At the mid-week Lenten Service last week, hosted by Harbert Community Church, we enjoyed a selection of soups for dinner before the service began. I had to laugh as I sat down to eat with my friend and her children, and noticed that each of our children chose the soup their moms had made. We had a good laugh. When I asked my friend’s husband about the secret ingredient, with a spoonful of the beloved steamy potato soup behind his smile he said, “it’s the love.”

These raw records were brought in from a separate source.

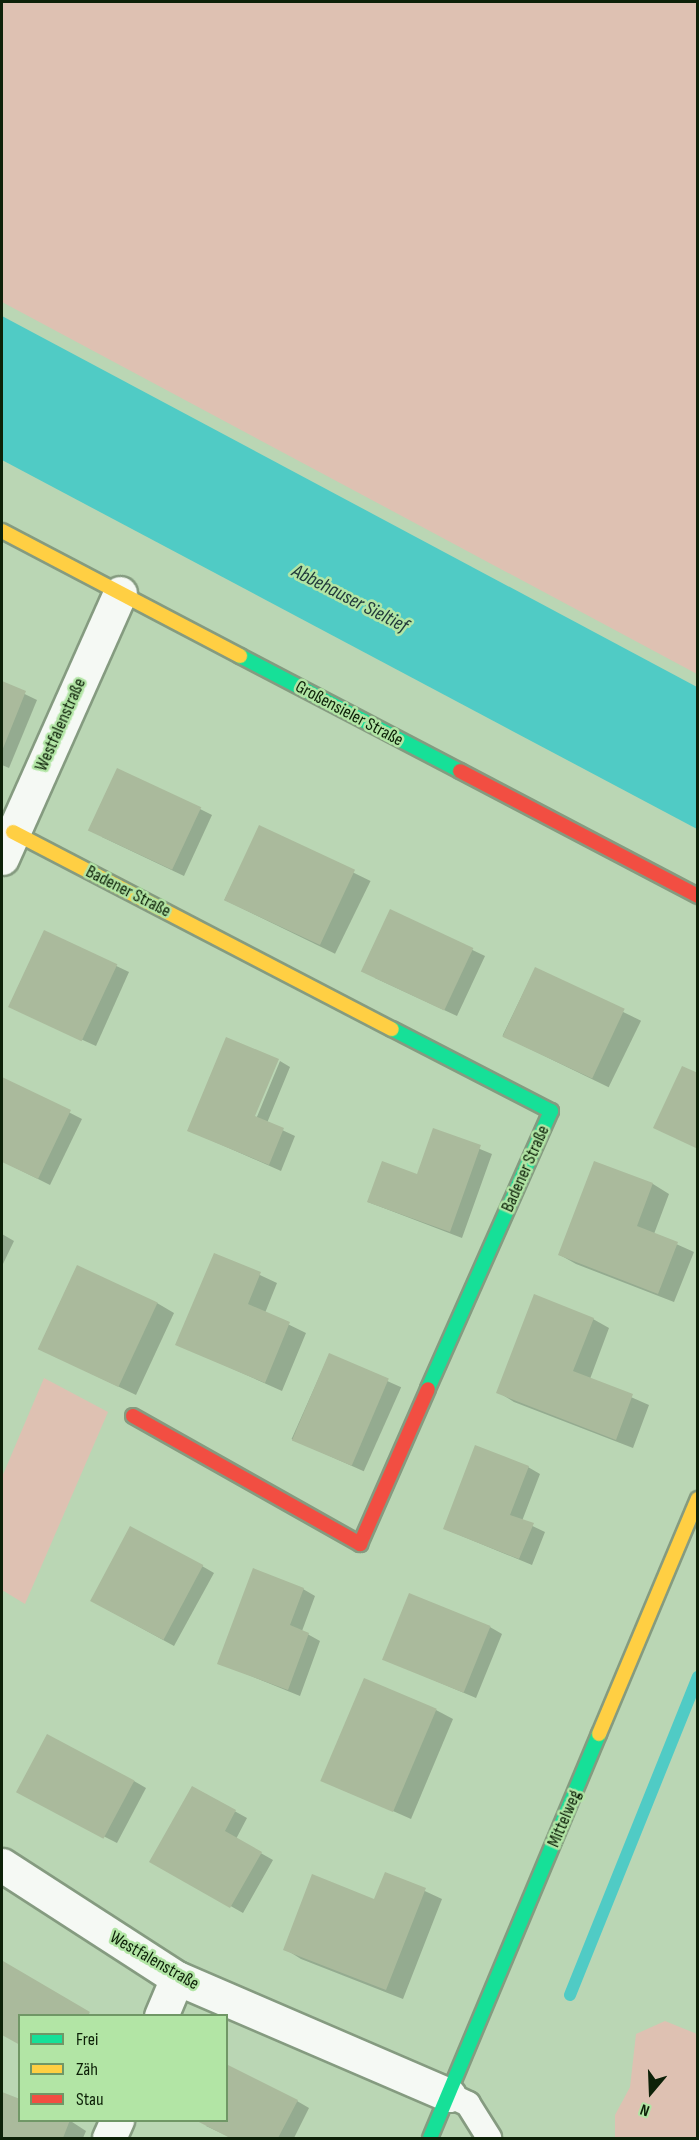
<!DOCTYPE html>
<meta charset="utf-8">
<style>
body{margin:0}
#map{position:relative;width:699px;height:2140px;overflow:hidden;background:#bad6b4;font-family:"Sofia Sans Condensed",sans-serif}
div>[style]{position:absolute}
.green>*{inset:0;background:#dec1b2}
.water>*{inset:0;background:#50cbc5}
.shadow>*{inset:0;background:#0003;transform-origin:0 0}
.stream>*{height:12px;margin:-6px;padding:0 6px;transform-origin:6px;border-radius:6px;background:#50cbc5}
.building>*{inset:0;background:#aaba9c;transform-origin:0 0}
.roads{filter:drop-shadow(2px 0 #859b80) drop-shadow(-2px 0 #859b80) drop-shadow(0 2px #859b80) drop-shadow(0 -2px #859b80)}
.lane>*{height:24px;margin:-12px;padding:0 12px;transform-origin:12px;border-radius:12px;background:#f5f9f4}
.street>*{height:33px;margin:-16.5px;padding:0 16.5px;transform-origin:16.5px;border-radius:16.5px;background:#f5f9f4}
.fast>*{height:14px;margin:-7px;padding:0 7px;transform-origin:7px;border-radius:7px;background:#16e098}
.slow>*{height:14px;margin:-7px;padding:0 7px;transform-origin:7px;border-radius:7px;background:#ffcf43}
.jam>*{height:14px;margin:-7px;padding:0 7px;transform-origin:7px;border-radius:7px;background:#f24e42}
span{translate:-50% -50%;white-space:nowrap;text-align:center;line-height:1.15;-webkit-text-stroke:5px #b2e5a5;paint-order:stroke}
.street-label{font-size:18px;color:#0d2108}
.water-label{font-size:20px;color:#223a3b;font-style:italic}
.frame{position:absolute;inset:0;border:3px solid #0d2108;pointer-events:none}
.legend{position:absolute;left:18px;top:2014px;width:210px;height:108px;box-sizing:border-box;background:#b2e5a5;border:2px solid #709766;margin:0;padding:8px 10px;list-style:none;font-size:18px;color:#0d2108}
.legend li{display:flex;align-items:center;gap:12px;height:30px}
.legend b{width:30px;border:2px solid #709766}
.north{position:absolute;left:621px;top:2062px;width:60px;height:60px;-webkit-text-stroke:4px #b2e5a5;paint-order:stroke;rotate:199deg;font-size:16px;font-weight:700;line-height:24px;text-align:center;color:#0d2108}
.north::after{content:'';display:block;margin:auto;width:21px;height:27px;background:#0d2108;clip-path:polygon(50% 0,100% 100%,50% 72%,0 100%)}
</style>
<div id="map">
<div class="green">
<i style="clip-path:polygon(2px 2px,697px 2px,697px 674px,2px 302px)"></i>
<i style="clip-path:polygon(44px 1378px,108px 1412px,25px 1604px,2px 1590px,2px 1477px)"></i>
<i style="clip-path:polygon(665px 2021px,697px 2034px,697px 2138px,615px 2138px,615px 2115px,630px 2087px,636px 2034px)"></i>
</div>
<div class="water">
<i style="clip-path:polygon(2px 316px,697px 687px,697px 829px,2px 460px)"></i>
</div>
<div class="shadow">
<i style="clip-path:polygon(2px 683px,37px 700px,9px 768px,2px 765px)"></i>
<i style="clip-path:polygon(200px 809px,212px 815px,184px 876px,102px 837px)"></i>
<i style="left:260px;top:827px;width:123px;height:81px;rotate:26deg"></i>
<i style="clip-path:polygon(391px 911px,485px 956px,457px 1016px,375px 978px)"></i>
<i style="clip-path:polygon(45px 932px,129px 972px,96px 1046px,23px 1013px)"></i>
<i style="left:535px;top:969px;width:118px;height:74px;rotate:26deg"></i>
<i style="clip-path:polygon(280px 1061px,290px 1067px,267px 1123px,295px 1136px,281px 1171px,188px 1130px,254px 1124px)"></i>
<i style="clip-path:polygon(2px 1078px,82px 1119px,50px 1185px,2px 1161px)"></i>
<i style="clip-path:polygon(434px 1130px,492px 1154px,462px 1238px,368px 1202px,418px 1176px)"></i>
<i style="clip-path:polygon(595px 1163px,653px 1184px,669px 1194px,654px 1234px,694px 1252px,674px 1302px,576px 1264px,560px 1255px)"></i>
<i style="clip-path:polygon(2px 1234px,14px 1241px,2px 1266px)"></i>
<i style="clip-path:polygon(215px 1254px,277px 1283px,265px 1313px,306px 1333px,282px 1391px,177px 1344px)"></i>
<i style="clip-path:polygon(157px 1303px,174px 1313px,136px 1395px,40px 1349px)"></i>
<i style="clip-path:polygon(593px 1319px,609px 1328px,590px 1379px,649px 1405px,633px 1448px,514px 1402px,498px 1392px)"></i>
<i style="left:329px;top:1355px;width:79px;height:92px;rotate:24deg"></i>
<i style="clip-path:polygon(528px 1467px,540px 1474px,522px 1521px,545px 1532px,532px 1565px,445px 1529px)"></i>
<i style="clip-path:polygon(202px 1566px,214px 1573px,174px 1646px,103px 1607px)"></i>
<i style="clip-path:polygon(303px 1589px,315px 1596px,302px 1631px,320px 1641px,300px 1696px,219px 1663px)"></i>
<i style="clip-path:polygon(490px 1627px,502px 1634px,476px 1698px,384px 1659px)"></i>
<i style="clip-path:polygon(436px 1710px,453px 1719px,411px 1819px,323px 1780px)"></i>
<i style="clip-path:polygon(134px 1781px,146px 1788px,117px 1843px,30px 1799px)"></i>
<i style="clip-path:polygon(193px 1788px,247px 1818px,236px 1839px,273px 1860px,243px 1913px,151px 1861px)"></i>
<i style="clip-path:polygon(386px 1873px,442px 1899px,403px 1999px,301px 1959px,285px 1949px,375px 1901px)"></i>
<i style="clip-path:polygon(4px 1963px,93px 2016px,20px 2016px,20px 2044px,2px 2033px)"></i>
<i style="clip-path:polygon(2px 2094px,20px 2101px,20px 2120px,69px 2120px,86px 2131px,83px 2138px,2px 2138px)"></i>
<i style="clip-path:polygon(297px 2101px,309px 2108px,294px 2138px,232px 2138px,206px 2126px)"></i>
</div>
<div class="stream">
<i style="left:570px;top:1995px;width:343px;rotate:-68.1deg"></i>
</div>
<div class="building">
<i style="clip-path:polygon(2px 681px,26px 691px,2px 751px)"></i>
<i style="left:117px;top:768px;width:93px;height:69px;rotate:25deg"></i>
<i style="left:259px;top:825px;width:106px;height:83px;rotate:25deg"></i>
<i style="left:390px;top:909px;width:92px;height:69px;rotate:25deg"></i>
<i style="left:44px;top:930px;width:81px;height:85px;rotate:25deg"></i>
<i style="left:535px;top:967px;width:99px;height:77px;rotate:25deg"></i>
<i style="clip-path:polygon(226px 1037px,279px 1059px,255px 1116px,284px 1128px,269px 1165px,187px 1131px)"></i>
<i style="clip-path:polygon(682px 1066px,698px 1073px,698px 1149px,653px 1128px)"></i>
<i style="clip-path:polygon(2px 1077px,71px 1110px,38px 1179px,2px 1162px)"></i>
<i style="clip-path:polygon(433px 1128px,481px 1145px,450px 1232px,367px 1202px,382px 1161px,417px 1174px)"></i>
<i style="clip-path:polygon(594px 1161px,653px 1183px,637px 1226px,678px 1242px,658px 1294px,558px 1255px)"></i>
<i style="clip-path:polygon(214px 1253px,261px 1272px,248px 1304px,290px 1322px,265px 1383px,175px 1345px)"></i>
<i style="left:77px;top:1265px;width:89px;height:93px;rotate:25deg"></i>
<i style="clip-path:polygon(534px 1294px,594px 1318px,573px 1371px,633px 1394px,616px 1440px,496px 1393px)"></i>
<i style="left:329px;top:1353px;width:65px;height:95px;rotate:23deg"></i>
<i style="clip-path:polygon(475px 1445px,529px 1466px,510px 1515px,534px 1523px,519px 1559px,443px 1529px)"></i>
<i style="left:130px;top:1526px;width:83px;height:85px;rotate:28deg"></i>
<i style="clip-path:polygon(253px 1568px,304px 1588px,290px 1625px,309px 1633px,288px 1690px,217px 1664px)"></i>
<i style="left:409px;top:1593px;width:88px;height:72px;rotate:22deg"></i>
<i style="left:364px;top:1678px;width:79px;height:112px;rotate:23deg"></i>
<i style="left:47px;top:1734px;width:99px;height:66px;rotate:28deg"></i>
<i style="clip-path:polygon(192px 1786px,236px 1810px,225px 1831px,262px 1852px,230px 1908px,149px 1862px)"></i>
<i style="clip-path:polygon(385px 1872px,426px 1888px,386px 1990px,283px 1950px,312px 1874px,374px 1899px)"></i>
<i style="clip-path:polygon(3px 1961px,90px 2012px,87px 2016px,20px 2016px,20px 2045px,2px 2035px)"></i>
<i style="clip-path:polygon(226px 2064px,298px 2100px,278px 2138px,230px 2138px,195px 2120px,226px 2120px)"></i>
<i style="clip-path:polygon(2px 2092px,20px 2099px,20px 2120px,70px 2120px,63px 2138px,2px 2138px)"></i>
</div>
<div class="roads">
<div class="lane">
<i style="left:449px;top:2095px;width:21px;rotate:25deg"></i>
<i style="left:468px;top:2104px;width:40px;rotate:58deg"></i>
</div>
<div class="street">
<i style="left:2px;top:858px;width:290px;rotate:-66deg"></i>
<i style="left:2px;top:1865px;width:208px;rotate:32.9deg"></i>
<i style="left:177px;top:1978px;width:296px;rotate:23.3deg"></i>
<i style="left:161px;top:2016px;width:41px;rotate:-67.2deg"></i>
<i style="left:109px;top:2138px;width:20px;rotate:-66deg"></i>
</div>
<div class="fast">
<i style="left:240px;top:656px;width:248px;rotate:27.6deg"></i>
<i style="left:392px;top:1029px;width:179px;rotate:27.3deg"></i>
<i style="left:551px;top:1111px;width:304px;rotate:113.9deg"></i>
<i style="left:430px;top:2138px;width:438px;rotate:-67.3deg"></i>
</div>
<div class="slow">
<i style="left:2px;top:531px;width:269px;rotate:27.7deg"></i>
<i style="left:13px;top:832px;width:427px;rotate:27.5deg"></i>
<i style="left:599px;top:1734px;width:255px;rotate:-67.2deg"></i>
</div>
<div class="jam">
<i style="left:460px;top:771px;width:269px;rotate:27.7deg"></i>
<i style="left:133px;top:1416px;width:261px;rotate:29.4deg"></i>
<i style="left:360px;top:1544px;width:169px;rotate:-66.3deg"></i>
</div>
</div>
<div class="street-label">
<span style="left:349px;top:714px;rotate:28deg">Großensieler Straße</span>
<span style="left:61px;top:725px;rotate:-66deg">Westfalenstraße</span>
<span style="left:128px;top:892px;rotate:27deg">Badener Straße</span>
<span style="left:526px;top:1169px;rotate:-66deg">Badener Straße</span>
<span style="left:565px;top:1819px;rotate:-67deg">Mittelweg</span>
<span style="left:154px;top:1961px;rotate:30deg">Westfalenstraße</span>
</div>
<div class="water-label">
<span style="left:350px;top:599px;rotate:27deg">Abbehauser Sieltief</span>
</div>
<div class="frame"></div>
<ul class="legend">
<li><b style="height:8px;background:#16e098"></b>Frei</li>
<li><b style="height:8px;background:#ffcf43"></b>Zäh</li>
<li><b style="height:8px;background:#f24e42"></b>Stau</li>
</ul>
<div class="north">N</div>
</div>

I’ve been reflecting this week on the “secret ingredient” as it pertains to my work. In part, because there are people I am in the midst of helping, who have no simple solutions to the problems they are facing. In one situation, the patron is working hard, but the situation still requires waiting on other service providers. It also requires thinking, imagining, planning and committing to a decision. These situations demand extreme patience. Even good help and good services can’t always be as immediate as we would hope. This is true for people moving forward after homes and businesses have flooded. Help can’t seem to come fast enough for these individuals, even while agencies, organizations and individuals work on their behalf.
I’ve been humbled by the response of patrons whose aid hasn’t arrived, and I’ve learned that sometimes in the struggle to solve the problem, the patron just needs a safe place to feel frustrated and wonder about possibilities. Neighbor by Neighbor’s primary purpose is to connect people to social services, but the way to respond to people’s lives is as important as the services we provide. A volunteer reminded me of this as we were working to solve problems a week or so ago: she started with prayer and provided me with the gentle reminder that “these things take time.” As we work with our neighbors, our hope is that we might add that same secret ingredient, that love might be our greatest asset, and our secret ingredient in caring for people in the community.